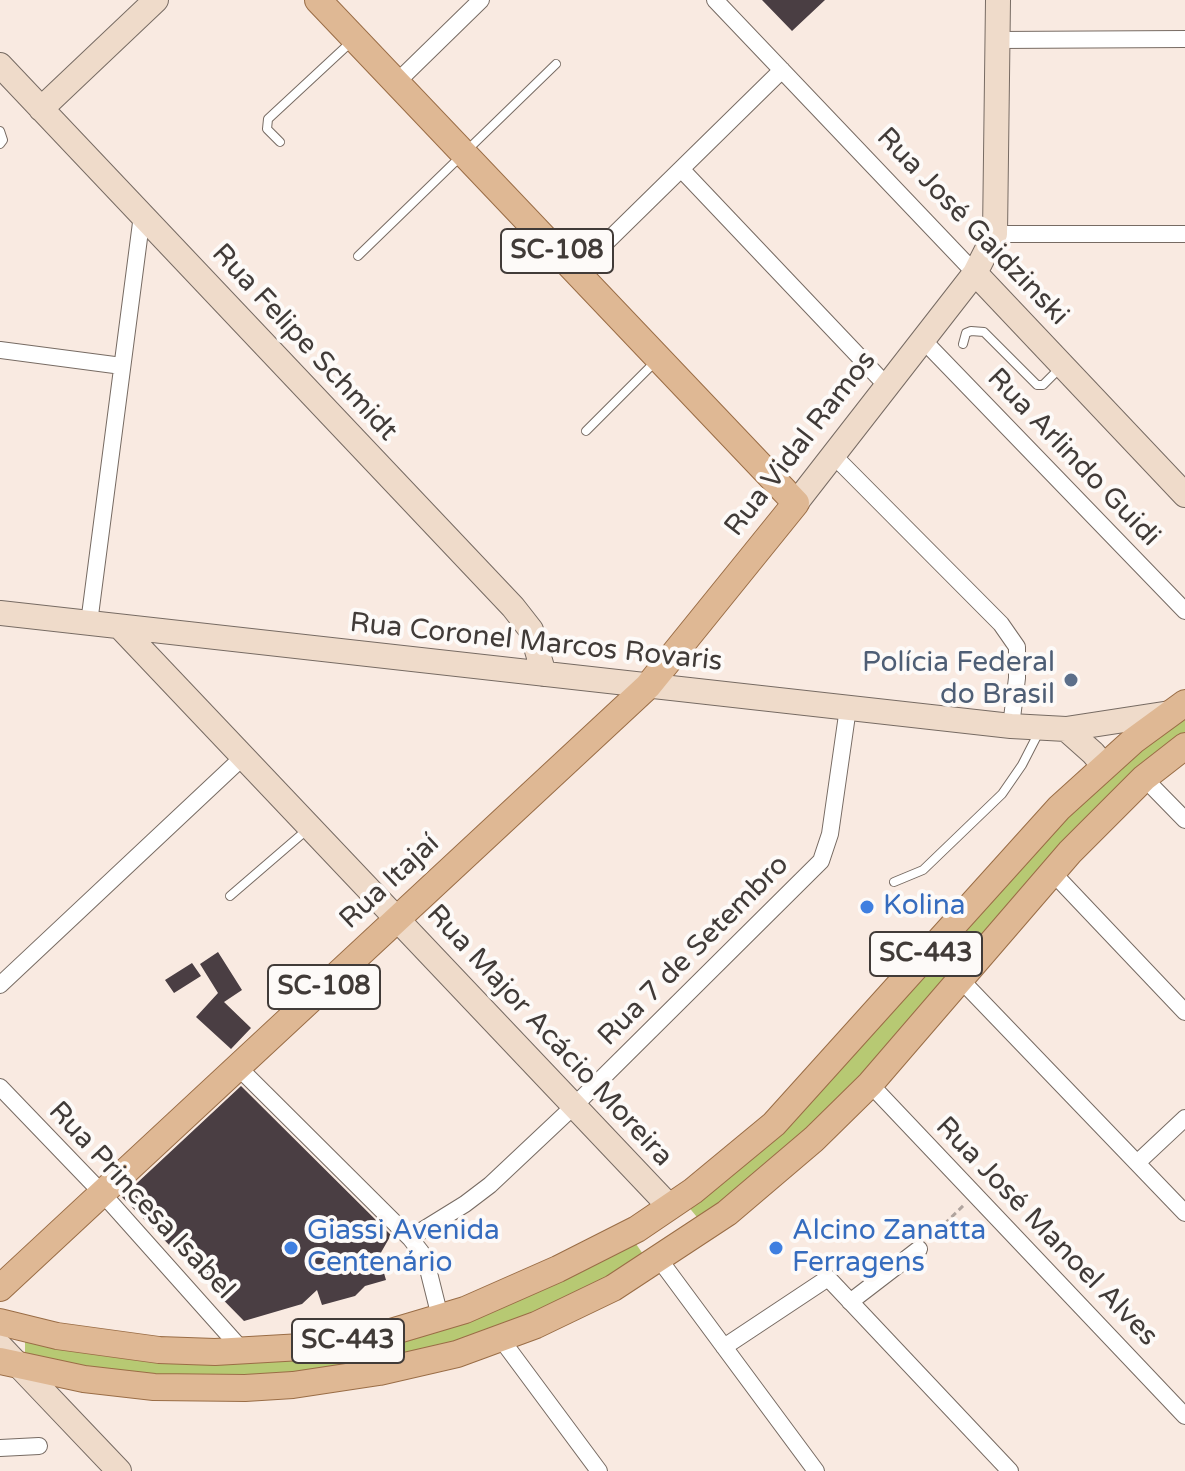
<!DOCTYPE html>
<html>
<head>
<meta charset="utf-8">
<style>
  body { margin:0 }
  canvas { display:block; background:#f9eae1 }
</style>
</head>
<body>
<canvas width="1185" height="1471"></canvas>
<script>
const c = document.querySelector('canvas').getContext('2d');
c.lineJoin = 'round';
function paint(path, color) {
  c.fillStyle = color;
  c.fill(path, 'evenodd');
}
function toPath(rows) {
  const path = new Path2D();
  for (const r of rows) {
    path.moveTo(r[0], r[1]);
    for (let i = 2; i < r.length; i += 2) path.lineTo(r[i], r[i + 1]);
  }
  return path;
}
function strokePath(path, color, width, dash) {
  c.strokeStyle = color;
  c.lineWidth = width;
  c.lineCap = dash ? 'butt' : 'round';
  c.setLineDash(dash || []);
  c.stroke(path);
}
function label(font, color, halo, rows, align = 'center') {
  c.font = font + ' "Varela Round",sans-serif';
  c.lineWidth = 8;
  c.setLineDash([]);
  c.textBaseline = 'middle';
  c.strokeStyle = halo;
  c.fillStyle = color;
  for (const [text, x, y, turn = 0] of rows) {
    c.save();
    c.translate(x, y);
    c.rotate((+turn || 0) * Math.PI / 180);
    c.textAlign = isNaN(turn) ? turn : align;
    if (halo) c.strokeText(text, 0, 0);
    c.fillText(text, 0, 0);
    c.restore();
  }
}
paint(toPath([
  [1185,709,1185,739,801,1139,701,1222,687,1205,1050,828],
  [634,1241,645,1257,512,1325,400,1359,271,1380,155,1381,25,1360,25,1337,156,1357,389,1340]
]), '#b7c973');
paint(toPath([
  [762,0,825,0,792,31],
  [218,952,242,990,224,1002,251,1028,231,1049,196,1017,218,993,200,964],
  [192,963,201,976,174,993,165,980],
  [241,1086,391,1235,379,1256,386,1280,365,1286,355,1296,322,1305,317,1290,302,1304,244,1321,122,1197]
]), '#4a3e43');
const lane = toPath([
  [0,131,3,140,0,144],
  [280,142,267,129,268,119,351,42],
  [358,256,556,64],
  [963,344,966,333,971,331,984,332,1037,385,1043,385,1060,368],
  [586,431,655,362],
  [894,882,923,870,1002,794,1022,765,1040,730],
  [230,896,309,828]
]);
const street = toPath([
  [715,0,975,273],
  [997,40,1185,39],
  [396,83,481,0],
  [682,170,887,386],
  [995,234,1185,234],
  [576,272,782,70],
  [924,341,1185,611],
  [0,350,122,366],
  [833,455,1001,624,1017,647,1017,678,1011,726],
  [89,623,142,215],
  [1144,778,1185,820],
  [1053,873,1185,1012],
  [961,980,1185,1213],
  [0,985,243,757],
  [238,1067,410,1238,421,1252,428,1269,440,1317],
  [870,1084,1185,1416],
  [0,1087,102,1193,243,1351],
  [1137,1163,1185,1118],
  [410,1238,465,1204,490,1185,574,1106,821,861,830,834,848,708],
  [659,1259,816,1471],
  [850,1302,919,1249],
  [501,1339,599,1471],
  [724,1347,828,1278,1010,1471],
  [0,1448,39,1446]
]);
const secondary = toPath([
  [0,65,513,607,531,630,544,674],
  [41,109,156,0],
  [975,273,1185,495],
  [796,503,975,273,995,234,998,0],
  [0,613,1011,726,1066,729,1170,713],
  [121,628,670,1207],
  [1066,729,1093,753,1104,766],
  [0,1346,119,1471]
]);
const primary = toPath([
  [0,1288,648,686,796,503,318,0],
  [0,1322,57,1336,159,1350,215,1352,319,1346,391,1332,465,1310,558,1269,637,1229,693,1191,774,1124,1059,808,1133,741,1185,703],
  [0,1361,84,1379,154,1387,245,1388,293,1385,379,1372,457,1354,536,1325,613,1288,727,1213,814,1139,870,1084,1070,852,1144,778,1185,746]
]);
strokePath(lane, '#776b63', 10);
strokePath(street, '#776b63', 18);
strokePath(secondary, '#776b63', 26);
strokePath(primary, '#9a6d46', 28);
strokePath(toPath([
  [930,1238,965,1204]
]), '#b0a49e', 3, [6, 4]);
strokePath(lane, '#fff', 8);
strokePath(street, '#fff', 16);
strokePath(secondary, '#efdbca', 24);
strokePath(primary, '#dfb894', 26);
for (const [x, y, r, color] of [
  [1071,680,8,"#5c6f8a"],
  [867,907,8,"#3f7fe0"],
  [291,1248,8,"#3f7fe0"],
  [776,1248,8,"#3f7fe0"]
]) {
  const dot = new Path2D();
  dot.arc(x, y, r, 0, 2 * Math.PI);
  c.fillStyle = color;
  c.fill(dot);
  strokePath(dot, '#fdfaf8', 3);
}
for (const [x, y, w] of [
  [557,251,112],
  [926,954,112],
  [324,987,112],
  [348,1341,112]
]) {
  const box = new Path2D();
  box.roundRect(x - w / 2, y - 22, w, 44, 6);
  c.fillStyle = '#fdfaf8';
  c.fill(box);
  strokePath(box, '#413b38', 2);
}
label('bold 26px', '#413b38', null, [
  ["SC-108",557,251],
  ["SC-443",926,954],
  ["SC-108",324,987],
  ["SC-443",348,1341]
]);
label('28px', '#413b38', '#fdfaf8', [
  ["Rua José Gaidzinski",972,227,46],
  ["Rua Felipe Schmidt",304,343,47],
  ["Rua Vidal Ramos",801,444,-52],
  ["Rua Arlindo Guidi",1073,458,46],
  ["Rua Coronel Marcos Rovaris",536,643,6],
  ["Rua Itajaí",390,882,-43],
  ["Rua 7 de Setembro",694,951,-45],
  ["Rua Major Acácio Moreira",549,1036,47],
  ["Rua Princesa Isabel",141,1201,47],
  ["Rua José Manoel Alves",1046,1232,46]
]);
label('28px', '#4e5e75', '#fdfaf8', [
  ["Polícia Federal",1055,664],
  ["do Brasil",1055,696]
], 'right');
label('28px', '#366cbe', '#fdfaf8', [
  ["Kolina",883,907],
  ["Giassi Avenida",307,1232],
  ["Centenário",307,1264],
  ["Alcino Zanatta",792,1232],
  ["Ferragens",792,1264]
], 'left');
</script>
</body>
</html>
──────────
Exercise goal:
Filter by the word "Math": copy every line of the data that holds it.

Exercise output:
    c.rotate((+turn || 0) * Math.PI / 180);
  dot.arc(x, y, r, 0, 2 * Math.PI);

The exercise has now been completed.